Over at A Corner of Tenth-Century Europe, a discussion that started off being about the trajectory of women’s history has mutated into one about why someone isn’t creating a system of unique identifiers for medieval texts. And while I’ve spent the last decade or so thinking about gender history, I’ve spent half my life thinking about databases and identifying references uniquely, because that is one of the things librarians do all day. So I wanted to start from Joan Vilaseca’s plea for “A public and standarized corpus of classical/ancient texts with external references to editions, versions, comments, articles, etc,etc.etc”, sketch out what I’m aware of as existing and explore why history seemingly can’t get its act together in the way that chemistry or taxonomy has.

There are actually some databases that do a fair amount of what Joan would want. As examples, there are:

1) Perseus Digital Library. This is a big and sophisticated free collection of classical texts, including some very neat tools, such as Greek and Latin word study tools (which I freely admit to using when I’m stumped on working out the root verb from a conjugated form). This doesn’t have identifying references, however.

2) Library of Latin texts. This commercial database includes the full text of the whole corpus of Latin literature up to the second century AD (essentially taken from the Teubner editions), plus a lot of patristic and medieval Latin (largely, but not entirely taken from the Corpus Christianorum series). Associated with this is the Clavis Patrum Latinorum which provides a numbered list of all Christian Latin texts from Tertullian to Bede. (There are similar indexes which cover Greek patristic texts, apocrypha, and early medieval French authors.

3) Thesaurus Linguae Graecae. This database includes most literary texts in Greek from Homer to the fall of the Byzantine Empire. It’s a subscription service, but it includes a free online canon database that provides unique identifying numbers for works and parts of works.

4) Bibliotheca Hagiographica Latina (BHL). This is a catalogue of ancient and medieval Latin hagiographical materials, produced by the Bollandists, which provides unique identifying numbers for different texts. There’s also a free online version.

5) Leuven Database of Ancient Books. This free database includes basic information on all literary texts preserved in manuscript from the fourth century BC to AD 800; the texts are assigned a unique number. (It’s a subset of the Trimegistos project which focus on documents from Graeco-Roman Egypt, both literary and non-literary and also provides identifying numbers).

What this very brief overview reflects is one basic fact: to produce a database and/or identifying ring systems of any size takes time and money. As a result, there have to be enough people wanting the result to make it worthwhile making that investment. There are several different models for financing such projects: you can sell the resultant database (either for profit or at a break-even price), or you can persuade funding bodies to support you, or rely on charitable donations but you need someone willing to pay.

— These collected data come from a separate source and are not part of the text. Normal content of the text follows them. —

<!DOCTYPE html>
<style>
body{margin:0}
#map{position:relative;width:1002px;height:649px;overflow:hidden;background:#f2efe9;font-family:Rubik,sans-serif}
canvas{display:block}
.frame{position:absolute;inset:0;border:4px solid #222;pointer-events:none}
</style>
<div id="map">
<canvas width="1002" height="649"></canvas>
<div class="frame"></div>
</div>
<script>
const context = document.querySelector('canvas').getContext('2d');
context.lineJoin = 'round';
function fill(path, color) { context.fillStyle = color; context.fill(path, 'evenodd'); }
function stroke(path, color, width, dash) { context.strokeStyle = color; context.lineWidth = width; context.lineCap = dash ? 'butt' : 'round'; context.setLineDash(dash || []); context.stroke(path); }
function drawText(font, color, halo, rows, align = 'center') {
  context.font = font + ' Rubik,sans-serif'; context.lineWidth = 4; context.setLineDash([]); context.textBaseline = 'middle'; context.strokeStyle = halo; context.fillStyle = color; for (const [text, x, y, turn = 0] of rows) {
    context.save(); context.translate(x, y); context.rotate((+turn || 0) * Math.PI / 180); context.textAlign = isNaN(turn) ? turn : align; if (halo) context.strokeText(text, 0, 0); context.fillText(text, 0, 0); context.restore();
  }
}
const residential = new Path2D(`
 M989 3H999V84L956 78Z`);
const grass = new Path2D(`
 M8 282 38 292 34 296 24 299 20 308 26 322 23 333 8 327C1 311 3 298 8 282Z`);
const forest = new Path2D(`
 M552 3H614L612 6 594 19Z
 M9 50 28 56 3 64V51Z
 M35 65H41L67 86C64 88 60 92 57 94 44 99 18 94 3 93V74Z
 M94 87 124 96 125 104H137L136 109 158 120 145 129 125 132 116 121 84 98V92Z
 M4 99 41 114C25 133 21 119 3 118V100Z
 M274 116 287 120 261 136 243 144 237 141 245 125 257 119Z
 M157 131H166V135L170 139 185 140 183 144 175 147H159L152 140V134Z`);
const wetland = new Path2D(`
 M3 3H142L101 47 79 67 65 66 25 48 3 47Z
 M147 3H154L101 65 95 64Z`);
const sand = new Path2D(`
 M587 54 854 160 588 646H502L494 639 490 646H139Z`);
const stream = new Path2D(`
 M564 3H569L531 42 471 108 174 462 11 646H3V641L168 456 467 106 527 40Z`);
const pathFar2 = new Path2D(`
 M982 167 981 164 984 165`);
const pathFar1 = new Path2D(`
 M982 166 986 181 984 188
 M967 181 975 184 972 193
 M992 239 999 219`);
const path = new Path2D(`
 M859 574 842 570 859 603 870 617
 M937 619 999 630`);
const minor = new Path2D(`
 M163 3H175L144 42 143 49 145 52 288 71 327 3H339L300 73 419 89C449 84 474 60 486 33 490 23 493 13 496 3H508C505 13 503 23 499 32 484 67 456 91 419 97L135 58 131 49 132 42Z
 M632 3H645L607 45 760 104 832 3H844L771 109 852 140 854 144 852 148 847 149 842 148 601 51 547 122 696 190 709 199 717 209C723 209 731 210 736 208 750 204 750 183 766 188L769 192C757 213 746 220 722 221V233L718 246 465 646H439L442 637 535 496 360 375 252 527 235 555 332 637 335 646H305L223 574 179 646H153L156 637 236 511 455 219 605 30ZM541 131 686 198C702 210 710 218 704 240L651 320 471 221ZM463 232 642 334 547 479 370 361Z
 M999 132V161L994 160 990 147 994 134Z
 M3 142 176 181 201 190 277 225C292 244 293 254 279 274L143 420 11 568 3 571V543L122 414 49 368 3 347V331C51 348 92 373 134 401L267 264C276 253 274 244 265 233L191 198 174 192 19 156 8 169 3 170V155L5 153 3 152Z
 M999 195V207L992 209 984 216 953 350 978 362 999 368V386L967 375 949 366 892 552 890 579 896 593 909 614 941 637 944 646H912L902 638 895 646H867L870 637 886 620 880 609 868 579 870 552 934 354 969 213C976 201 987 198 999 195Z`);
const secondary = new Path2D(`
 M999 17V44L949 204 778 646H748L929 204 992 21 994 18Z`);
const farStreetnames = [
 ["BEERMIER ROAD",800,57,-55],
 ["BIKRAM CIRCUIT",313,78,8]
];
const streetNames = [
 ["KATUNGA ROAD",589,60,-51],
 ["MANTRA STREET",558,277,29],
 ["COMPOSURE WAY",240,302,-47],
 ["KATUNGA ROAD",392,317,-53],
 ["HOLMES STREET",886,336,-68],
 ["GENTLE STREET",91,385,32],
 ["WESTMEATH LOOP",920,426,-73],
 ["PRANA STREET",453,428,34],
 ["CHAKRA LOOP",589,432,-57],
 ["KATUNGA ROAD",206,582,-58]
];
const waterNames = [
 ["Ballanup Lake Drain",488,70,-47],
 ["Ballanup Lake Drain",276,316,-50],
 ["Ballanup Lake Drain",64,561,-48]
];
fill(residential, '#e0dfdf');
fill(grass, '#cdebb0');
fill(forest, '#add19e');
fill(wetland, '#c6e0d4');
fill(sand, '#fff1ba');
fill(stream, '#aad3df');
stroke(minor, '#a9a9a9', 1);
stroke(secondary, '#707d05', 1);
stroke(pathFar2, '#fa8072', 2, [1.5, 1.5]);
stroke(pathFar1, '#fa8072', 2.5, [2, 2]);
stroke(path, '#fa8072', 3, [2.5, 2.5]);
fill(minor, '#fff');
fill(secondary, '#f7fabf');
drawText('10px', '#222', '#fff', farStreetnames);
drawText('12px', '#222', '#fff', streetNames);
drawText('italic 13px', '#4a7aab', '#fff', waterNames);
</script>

It’s worth looking here to see why identifier projects in other fields have succeeded. A lot of large-scale identifier projects, for example, have come out of library science and publishing, both because these are huge and connected networks and because there’s the commercial driver of being able to identify something in your inventory quickly and accurately). So the Standard Book Number, developed for WH Smith in the 1960s became the ISBN of today, followed in the 1970s by the ISSN for serials, etc. It’s noticeable that it took more than twenty years after unique identifiers for serials to develop for unique identifiers for individual articles within those serials to develop (the CrossRef project using DOIs). This wasn’t because no user ever wanted an individual article to read before then; it was because it was only with electronic journals that it became feasible to try and sell individual articles to people.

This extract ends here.